Saved data entries
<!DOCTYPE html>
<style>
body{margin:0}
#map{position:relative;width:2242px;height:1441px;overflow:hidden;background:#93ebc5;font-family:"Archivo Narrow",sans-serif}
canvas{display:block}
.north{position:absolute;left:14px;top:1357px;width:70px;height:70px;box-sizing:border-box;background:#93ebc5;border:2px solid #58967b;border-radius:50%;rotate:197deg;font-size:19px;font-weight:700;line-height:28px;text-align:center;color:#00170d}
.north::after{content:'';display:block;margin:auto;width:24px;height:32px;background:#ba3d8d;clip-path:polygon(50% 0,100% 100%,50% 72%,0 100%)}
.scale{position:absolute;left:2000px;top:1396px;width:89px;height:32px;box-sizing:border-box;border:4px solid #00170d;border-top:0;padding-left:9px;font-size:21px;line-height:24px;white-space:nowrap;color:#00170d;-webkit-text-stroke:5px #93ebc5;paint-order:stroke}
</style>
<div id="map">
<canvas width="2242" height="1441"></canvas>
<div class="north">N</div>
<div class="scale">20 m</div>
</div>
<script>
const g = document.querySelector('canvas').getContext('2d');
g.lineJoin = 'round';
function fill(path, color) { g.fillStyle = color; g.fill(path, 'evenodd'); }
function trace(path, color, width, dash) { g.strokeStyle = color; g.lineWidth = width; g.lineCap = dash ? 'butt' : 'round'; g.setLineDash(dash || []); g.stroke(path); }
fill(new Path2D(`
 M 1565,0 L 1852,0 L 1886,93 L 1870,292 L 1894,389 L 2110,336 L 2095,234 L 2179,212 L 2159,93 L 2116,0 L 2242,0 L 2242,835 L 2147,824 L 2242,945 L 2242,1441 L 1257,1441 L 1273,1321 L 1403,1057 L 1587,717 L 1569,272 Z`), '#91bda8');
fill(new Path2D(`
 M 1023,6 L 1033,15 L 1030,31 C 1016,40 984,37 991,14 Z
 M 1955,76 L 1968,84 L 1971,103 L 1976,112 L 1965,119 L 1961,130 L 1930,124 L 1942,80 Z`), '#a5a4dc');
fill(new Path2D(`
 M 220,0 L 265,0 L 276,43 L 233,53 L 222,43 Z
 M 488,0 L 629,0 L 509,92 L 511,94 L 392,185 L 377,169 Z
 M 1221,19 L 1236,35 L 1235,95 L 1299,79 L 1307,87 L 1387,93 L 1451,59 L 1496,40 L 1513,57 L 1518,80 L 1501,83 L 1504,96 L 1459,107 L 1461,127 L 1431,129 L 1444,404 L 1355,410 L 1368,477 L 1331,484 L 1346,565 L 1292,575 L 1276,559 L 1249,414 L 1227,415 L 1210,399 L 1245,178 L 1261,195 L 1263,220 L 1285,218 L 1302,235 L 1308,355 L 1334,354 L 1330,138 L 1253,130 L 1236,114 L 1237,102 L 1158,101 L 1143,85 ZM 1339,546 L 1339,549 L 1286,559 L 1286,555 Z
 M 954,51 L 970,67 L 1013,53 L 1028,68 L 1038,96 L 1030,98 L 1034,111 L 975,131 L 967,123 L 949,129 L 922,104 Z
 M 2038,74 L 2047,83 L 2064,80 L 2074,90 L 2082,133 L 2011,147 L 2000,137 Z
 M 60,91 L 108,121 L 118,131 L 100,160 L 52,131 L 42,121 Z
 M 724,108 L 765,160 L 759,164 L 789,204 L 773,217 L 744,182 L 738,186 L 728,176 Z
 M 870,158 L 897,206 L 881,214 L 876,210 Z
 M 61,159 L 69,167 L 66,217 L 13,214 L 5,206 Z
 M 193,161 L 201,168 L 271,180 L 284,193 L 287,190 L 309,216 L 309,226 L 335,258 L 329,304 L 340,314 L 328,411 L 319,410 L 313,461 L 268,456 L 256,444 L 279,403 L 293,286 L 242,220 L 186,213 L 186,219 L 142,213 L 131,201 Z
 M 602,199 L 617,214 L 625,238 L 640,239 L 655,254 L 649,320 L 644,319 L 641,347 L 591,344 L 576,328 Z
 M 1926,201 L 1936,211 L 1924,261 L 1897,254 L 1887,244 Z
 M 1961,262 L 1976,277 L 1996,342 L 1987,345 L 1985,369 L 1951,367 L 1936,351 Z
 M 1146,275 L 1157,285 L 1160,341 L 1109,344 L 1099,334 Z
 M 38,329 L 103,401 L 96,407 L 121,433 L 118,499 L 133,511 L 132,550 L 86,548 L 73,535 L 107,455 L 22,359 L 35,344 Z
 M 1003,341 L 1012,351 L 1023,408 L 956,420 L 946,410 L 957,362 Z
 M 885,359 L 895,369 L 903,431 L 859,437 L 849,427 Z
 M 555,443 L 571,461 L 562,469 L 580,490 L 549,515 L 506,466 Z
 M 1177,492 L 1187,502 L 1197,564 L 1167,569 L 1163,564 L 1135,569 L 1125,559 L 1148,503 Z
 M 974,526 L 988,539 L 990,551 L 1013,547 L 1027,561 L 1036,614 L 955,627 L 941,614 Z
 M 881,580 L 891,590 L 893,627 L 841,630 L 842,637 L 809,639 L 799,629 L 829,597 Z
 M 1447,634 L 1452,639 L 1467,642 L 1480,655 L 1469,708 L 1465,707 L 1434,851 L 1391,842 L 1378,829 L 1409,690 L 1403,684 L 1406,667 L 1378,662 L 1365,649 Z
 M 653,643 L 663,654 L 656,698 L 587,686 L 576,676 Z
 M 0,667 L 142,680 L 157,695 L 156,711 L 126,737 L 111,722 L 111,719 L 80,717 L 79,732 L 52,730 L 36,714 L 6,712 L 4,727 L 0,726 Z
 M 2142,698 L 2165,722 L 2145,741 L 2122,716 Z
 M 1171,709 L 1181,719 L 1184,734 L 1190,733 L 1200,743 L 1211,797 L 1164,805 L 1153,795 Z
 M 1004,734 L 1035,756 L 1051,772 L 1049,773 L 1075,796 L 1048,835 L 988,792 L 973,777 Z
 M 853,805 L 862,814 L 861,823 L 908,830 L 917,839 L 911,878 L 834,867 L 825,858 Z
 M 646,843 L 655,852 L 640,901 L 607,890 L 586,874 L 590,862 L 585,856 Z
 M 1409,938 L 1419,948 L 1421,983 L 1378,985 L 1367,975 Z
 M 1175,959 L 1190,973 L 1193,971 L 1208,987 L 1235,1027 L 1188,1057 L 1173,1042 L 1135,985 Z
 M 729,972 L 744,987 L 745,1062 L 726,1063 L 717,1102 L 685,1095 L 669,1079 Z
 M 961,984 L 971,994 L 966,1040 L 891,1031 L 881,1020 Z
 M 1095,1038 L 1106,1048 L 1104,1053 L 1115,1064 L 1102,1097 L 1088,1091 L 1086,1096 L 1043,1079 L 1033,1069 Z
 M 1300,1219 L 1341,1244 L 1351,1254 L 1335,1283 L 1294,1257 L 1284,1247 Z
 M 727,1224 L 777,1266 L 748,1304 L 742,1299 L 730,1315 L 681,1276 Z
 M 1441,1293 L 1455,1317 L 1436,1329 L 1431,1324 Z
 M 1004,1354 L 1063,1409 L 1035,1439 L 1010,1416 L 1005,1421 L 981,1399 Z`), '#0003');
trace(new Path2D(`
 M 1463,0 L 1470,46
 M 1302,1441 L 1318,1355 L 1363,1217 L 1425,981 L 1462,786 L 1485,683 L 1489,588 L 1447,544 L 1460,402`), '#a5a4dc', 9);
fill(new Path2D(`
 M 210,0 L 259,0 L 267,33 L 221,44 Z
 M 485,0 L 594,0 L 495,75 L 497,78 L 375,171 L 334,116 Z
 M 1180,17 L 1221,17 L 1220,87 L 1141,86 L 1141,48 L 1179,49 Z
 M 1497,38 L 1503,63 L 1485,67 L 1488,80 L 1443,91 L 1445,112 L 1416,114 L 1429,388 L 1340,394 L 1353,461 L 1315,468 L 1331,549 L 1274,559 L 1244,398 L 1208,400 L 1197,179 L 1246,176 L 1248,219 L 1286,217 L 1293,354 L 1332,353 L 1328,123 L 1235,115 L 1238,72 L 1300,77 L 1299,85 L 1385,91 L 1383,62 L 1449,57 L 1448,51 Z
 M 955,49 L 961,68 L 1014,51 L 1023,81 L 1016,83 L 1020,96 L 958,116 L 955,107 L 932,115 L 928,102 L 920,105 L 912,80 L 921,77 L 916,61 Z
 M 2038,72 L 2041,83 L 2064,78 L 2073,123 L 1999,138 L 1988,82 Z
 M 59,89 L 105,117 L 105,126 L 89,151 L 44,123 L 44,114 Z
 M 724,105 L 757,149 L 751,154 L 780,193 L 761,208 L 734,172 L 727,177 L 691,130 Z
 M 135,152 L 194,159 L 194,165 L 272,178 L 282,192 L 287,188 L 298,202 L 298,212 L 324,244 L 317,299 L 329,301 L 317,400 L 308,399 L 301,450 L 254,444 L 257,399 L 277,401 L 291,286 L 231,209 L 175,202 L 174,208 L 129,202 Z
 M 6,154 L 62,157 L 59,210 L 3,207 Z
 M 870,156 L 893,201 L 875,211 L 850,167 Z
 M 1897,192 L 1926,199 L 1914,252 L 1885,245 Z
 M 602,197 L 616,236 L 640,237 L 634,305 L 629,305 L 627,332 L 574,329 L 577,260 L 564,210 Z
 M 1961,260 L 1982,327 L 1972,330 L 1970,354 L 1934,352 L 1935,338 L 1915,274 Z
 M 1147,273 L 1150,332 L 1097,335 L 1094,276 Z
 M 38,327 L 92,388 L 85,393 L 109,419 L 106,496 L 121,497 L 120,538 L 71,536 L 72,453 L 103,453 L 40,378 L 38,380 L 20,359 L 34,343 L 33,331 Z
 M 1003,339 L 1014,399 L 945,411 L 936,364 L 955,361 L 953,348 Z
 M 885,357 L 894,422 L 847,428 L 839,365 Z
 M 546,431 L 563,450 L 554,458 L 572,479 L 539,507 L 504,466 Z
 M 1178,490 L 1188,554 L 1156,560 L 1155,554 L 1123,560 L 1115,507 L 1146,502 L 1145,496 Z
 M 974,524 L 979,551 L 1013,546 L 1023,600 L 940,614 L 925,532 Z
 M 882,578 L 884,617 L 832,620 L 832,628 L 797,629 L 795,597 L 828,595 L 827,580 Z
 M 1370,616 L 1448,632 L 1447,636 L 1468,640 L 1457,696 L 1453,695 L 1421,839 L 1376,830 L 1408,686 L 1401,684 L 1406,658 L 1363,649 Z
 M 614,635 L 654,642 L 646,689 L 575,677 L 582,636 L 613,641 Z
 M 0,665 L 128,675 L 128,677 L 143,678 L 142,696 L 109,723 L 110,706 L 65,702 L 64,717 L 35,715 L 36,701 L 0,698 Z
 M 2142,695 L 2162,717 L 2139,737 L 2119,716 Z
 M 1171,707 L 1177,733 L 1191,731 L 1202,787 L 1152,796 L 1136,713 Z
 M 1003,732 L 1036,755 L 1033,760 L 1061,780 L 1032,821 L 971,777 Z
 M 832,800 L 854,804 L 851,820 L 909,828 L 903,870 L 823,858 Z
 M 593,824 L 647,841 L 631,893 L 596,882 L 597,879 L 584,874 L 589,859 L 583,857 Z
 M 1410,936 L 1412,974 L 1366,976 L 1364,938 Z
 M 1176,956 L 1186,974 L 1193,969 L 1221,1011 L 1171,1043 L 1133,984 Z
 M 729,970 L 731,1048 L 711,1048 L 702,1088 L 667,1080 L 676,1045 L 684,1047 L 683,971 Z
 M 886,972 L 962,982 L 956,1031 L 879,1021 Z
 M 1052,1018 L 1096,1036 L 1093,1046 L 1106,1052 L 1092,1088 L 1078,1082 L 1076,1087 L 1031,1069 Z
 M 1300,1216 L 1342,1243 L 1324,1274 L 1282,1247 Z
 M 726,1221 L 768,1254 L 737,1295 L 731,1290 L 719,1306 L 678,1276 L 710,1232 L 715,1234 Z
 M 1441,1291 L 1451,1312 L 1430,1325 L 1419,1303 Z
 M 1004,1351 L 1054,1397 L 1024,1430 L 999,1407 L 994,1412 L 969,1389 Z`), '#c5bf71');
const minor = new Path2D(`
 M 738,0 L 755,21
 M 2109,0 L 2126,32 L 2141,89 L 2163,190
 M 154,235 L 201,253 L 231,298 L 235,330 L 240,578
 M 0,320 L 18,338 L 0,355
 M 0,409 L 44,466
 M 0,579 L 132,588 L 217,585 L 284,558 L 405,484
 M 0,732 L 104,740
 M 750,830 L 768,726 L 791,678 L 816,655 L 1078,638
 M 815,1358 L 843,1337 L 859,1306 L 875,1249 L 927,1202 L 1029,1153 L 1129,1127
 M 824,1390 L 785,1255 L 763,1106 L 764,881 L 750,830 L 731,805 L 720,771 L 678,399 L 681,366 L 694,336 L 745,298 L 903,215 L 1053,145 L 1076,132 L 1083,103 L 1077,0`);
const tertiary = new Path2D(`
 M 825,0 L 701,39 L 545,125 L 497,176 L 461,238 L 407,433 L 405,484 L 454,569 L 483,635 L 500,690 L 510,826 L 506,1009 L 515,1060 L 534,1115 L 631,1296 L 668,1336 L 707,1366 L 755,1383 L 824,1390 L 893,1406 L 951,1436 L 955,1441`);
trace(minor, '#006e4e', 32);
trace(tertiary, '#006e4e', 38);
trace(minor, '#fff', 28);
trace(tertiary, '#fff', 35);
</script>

** BRIEF **
Exactly as they appear above, output the lines of the data from the first through the one that contains "g.lineJoin = 'round';", and only those lines.

** RESULT OF THE TASK **
<!DOCTYPE html>
<style>
body{margin:0}
#map{position:relative;width:2242px;height:1441px;overflow:hidden;background:#93ebc5;font-family:"Archivo Narrow",sans-serif}
canvas{display:block}
.north{position:absolute;left:14px;top:1357px;width:70px;height:70px;box-sizing:border-box;background:#93ebc5;border:2px solid #58967b;border-radius:50%;rotate:197deg;font-size:19px;font-weight:700;line-height:28px;text-align:center;color:#00170d}
.north::after{content:'';display:block;margin:auto;width:24px;height:32px;background:#ba3d8d;clip-path:polygon(50% 0,100% 100%,50% 72%,0 100%)}
.scale{position:absolute;left:2000px;top:1396px;width:89px;height:32px;box-sizing:border-box;border:4px solid #00170d;border-top:0;padding-left:9px;font-size:21px;line-height:24px;white-space:nowrap;color:#00170d;-webkit-text-stroke:5px #93ebc5;paint-order:stroke}
</style>
<div id="map">
<canvas width="2242" height="1441"></canvas>
<div class="north">N</div>
<div class="scale">20 m</div>
</div>
<script>
const g = document.querySelector('canvas').getContext('2d');
g.lineJoin = 'round';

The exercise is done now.